Danish-speaking staff are widespread given the bilingual border population and the recognised Danish minority; many practices in the Altstadt and Duborg-Skolen catchment routinely consult in Danish. English is generally available at practices serving the university and naval communities, though it is not universal — phoning ahead to confirm is sensible, particularly for complex consent discussions around surgery, sedation or prosthetics.
Where do Flensburg dentists refer oral-surgery or hospital cases?
Routine surgical extractions and implant placement are handled in-house at larger practices such as those on the Ballastkai. Hospital-level maxillofacial surgery, oncology resections and major trauma are referred to Diako Krankenhaus Flensburg for stabilisation, with onward transfer to the UKSH Kiel maxillofacial department for specialist operative care. Orthognathic and cleft work is concentrated at UKSH.
How quickly can a new patient get an appointment?

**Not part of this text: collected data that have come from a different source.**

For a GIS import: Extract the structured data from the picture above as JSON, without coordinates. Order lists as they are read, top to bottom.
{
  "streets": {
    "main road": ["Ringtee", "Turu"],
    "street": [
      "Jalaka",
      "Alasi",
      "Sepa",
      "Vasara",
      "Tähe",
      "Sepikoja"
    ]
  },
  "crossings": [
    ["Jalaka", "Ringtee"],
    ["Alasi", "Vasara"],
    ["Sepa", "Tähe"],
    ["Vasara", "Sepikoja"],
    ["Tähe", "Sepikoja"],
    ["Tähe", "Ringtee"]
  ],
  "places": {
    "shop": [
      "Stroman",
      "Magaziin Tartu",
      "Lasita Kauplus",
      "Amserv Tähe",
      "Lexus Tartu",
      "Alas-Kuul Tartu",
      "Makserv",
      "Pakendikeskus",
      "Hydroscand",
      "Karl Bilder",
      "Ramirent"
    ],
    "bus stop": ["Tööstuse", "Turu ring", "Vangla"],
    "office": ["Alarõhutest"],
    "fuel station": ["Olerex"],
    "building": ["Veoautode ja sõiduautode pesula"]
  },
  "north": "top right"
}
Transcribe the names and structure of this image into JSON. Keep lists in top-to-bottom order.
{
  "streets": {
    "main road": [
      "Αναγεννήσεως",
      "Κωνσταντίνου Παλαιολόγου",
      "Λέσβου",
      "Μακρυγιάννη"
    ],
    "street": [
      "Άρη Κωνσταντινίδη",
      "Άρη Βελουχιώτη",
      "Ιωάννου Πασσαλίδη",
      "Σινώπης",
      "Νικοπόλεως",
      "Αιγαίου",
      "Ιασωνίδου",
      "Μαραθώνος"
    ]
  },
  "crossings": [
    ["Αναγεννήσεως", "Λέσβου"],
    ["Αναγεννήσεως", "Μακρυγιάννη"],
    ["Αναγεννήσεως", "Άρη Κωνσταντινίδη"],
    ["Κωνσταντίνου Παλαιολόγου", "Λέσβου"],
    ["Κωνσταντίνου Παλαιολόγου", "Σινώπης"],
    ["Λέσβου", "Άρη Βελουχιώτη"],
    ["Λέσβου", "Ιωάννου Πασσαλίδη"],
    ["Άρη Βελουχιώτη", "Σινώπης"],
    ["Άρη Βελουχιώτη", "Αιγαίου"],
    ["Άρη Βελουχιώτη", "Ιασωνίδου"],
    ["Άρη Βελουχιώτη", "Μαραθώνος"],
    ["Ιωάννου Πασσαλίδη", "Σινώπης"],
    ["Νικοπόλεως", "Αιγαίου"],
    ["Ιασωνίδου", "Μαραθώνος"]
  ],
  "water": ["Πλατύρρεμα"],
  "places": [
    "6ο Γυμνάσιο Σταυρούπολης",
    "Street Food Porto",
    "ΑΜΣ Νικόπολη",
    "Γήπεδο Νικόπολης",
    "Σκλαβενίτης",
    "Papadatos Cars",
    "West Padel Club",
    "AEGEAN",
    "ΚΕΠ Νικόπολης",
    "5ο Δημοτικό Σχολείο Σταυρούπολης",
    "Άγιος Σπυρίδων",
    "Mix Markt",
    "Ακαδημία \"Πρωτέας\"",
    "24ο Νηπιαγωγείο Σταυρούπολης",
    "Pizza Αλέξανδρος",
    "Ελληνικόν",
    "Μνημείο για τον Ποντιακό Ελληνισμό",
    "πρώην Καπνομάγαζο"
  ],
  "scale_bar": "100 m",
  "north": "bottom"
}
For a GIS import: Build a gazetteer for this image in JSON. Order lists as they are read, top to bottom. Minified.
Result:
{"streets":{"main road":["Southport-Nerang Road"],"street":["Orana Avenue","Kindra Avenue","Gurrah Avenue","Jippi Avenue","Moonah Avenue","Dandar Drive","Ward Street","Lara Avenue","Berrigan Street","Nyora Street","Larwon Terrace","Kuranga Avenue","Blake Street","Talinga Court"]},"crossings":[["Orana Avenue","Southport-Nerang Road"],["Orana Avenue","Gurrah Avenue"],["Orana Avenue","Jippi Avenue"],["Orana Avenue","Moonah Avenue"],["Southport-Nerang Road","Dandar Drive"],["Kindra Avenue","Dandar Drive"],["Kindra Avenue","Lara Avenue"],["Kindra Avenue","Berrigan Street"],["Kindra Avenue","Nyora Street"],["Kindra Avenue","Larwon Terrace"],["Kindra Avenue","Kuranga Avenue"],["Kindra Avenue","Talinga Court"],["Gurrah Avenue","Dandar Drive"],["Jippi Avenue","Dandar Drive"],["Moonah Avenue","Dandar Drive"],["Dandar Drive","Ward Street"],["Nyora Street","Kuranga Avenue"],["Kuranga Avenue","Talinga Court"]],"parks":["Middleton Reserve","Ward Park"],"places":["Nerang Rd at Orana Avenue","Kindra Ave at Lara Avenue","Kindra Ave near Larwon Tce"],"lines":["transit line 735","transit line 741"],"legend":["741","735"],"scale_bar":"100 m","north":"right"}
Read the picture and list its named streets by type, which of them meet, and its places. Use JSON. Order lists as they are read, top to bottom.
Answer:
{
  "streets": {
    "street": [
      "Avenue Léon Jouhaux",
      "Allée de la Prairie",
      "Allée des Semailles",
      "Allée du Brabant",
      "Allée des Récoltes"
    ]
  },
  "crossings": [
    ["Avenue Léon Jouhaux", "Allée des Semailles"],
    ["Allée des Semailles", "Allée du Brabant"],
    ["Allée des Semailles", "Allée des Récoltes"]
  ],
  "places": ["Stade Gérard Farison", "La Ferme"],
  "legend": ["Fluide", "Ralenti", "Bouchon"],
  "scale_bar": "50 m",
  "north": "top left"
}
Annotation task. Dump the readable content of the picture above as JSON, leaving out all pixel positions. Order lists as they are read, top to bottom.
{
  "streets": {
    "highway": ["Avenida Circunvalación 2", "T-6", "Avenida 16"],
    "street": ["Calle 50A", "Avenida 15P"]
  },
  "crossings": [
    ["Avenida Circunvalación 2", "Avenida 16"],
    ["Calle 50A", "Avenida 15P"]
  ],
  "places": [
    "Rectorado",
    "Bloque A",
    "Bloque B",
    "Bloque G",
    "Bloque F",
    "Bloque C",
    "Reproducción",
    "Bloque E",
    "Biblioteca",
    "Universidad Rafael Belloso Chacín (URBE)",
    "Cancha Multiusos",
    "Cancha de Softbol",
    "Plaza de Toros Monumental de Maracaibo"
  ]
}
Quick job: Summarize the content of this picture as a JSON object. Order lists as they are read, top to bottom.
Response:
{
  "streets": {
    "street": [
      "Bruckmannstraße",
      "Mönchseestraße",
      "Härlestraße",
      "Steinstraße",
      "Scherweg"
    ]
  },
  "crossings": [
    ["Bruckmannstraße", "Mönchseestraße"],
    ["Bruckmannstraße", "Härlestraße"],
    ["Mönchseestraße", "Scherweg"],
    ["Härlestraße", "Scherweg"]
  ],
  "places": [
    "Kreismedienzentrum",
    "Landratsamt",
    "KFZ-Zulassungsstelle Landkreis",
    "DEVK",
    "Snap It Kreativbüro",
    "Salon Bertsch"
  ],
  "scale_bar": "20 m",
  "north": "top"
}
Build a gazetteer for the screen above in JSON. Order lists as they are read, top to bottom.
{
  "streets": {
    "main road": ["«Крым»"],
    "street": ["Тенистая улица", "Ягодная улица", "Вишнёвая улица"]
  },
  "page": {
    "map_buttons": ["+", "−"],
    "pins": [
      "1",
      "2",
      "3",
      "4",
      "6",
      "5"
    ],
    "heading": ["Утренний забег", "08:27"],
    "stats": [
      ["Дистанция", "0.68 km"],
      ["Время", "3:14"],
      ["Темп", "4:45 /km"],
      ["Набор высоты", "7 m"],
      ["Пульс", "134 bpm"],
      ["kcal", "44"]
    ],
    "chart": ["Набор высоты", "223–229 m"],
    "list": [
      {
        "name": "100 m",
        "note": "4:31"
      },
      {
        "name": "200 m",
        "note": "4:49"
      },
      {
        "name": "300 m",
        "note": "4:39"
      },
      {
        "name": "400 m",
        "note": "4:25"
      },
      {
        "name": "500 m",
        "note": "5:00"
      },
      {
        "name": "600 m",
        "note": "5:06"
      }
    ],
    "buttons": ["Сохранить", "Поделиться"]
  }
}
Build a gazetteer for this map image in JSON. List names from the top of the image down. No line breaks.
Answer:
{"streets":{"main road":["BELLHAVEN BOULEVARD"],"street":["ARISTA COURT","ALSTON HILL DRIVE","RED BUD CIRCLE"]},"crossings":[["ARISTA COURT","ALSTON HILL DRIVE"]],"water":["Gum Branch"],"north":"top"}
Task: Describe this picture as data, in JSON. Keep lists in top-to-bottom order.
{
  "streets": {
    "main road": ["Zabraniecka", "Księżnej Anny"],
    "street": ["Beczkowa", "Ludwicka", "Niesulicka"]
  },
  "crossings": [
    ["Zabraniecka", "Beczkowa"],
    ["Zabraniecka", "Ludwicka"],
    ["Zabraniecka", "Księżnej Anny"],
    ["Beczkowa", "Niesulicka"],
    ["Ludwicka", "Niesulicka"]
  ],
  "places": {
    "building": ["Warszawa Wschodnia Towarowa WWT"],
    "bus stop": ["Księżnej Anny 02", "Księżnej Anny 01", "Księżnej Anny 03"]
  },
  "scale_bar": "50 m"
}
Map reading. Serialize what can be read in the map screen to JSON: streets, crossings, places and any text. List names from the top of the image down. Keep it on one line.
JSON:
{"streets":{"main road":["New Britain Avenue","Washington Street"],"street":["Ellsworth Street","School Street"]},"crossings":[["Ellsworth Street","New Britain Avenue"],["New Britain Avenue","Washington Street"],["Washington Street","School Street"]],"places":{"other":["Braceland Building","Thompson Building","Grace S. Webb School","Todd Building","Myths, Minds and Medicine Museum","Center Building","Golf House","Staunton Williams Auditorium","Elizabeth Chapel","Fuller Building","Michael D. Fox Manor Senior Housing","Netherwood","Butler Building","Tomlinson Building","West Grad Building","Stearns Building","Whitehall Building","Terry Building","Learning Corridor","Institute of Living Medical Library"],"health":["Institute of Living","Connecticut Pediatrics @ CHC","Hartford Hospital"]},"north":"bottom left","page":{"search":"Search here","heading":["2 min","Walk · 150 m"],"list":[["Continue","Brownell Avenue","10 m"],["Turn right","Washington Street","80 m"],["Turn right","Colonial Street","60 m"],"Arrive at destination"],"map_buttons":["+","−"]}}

Routine new-patient slots in central Flensburg typically open within two to four weeks; orthodontic assessments at Südermarkt and similar practices can run six to ten weeks. Acute pain is usually accommodated same-day or next-day through emergency slots most practices reserve each morning. Children and Bonusheft-holders are prioritised for prophylaxis bookings.
Do Flensburg practices accept the GKV Bonusheft?
Yes. All statutory-contract practices stamp the Bonusheft at annual check-ups, which raises the Festzuschuss for future prosthetic work by 20% after five consecutive years and 30% after ten. Bring the booklet to every appointment; replacements are issued by your Krankenkasse if lost, but missed years cannot be recovered retrospectively.
Safety note
This directory is informational only and is not medical advice; consult a licensed dental clinic in Flensburg for individual diagnosis, treatment planning and clinical decisions.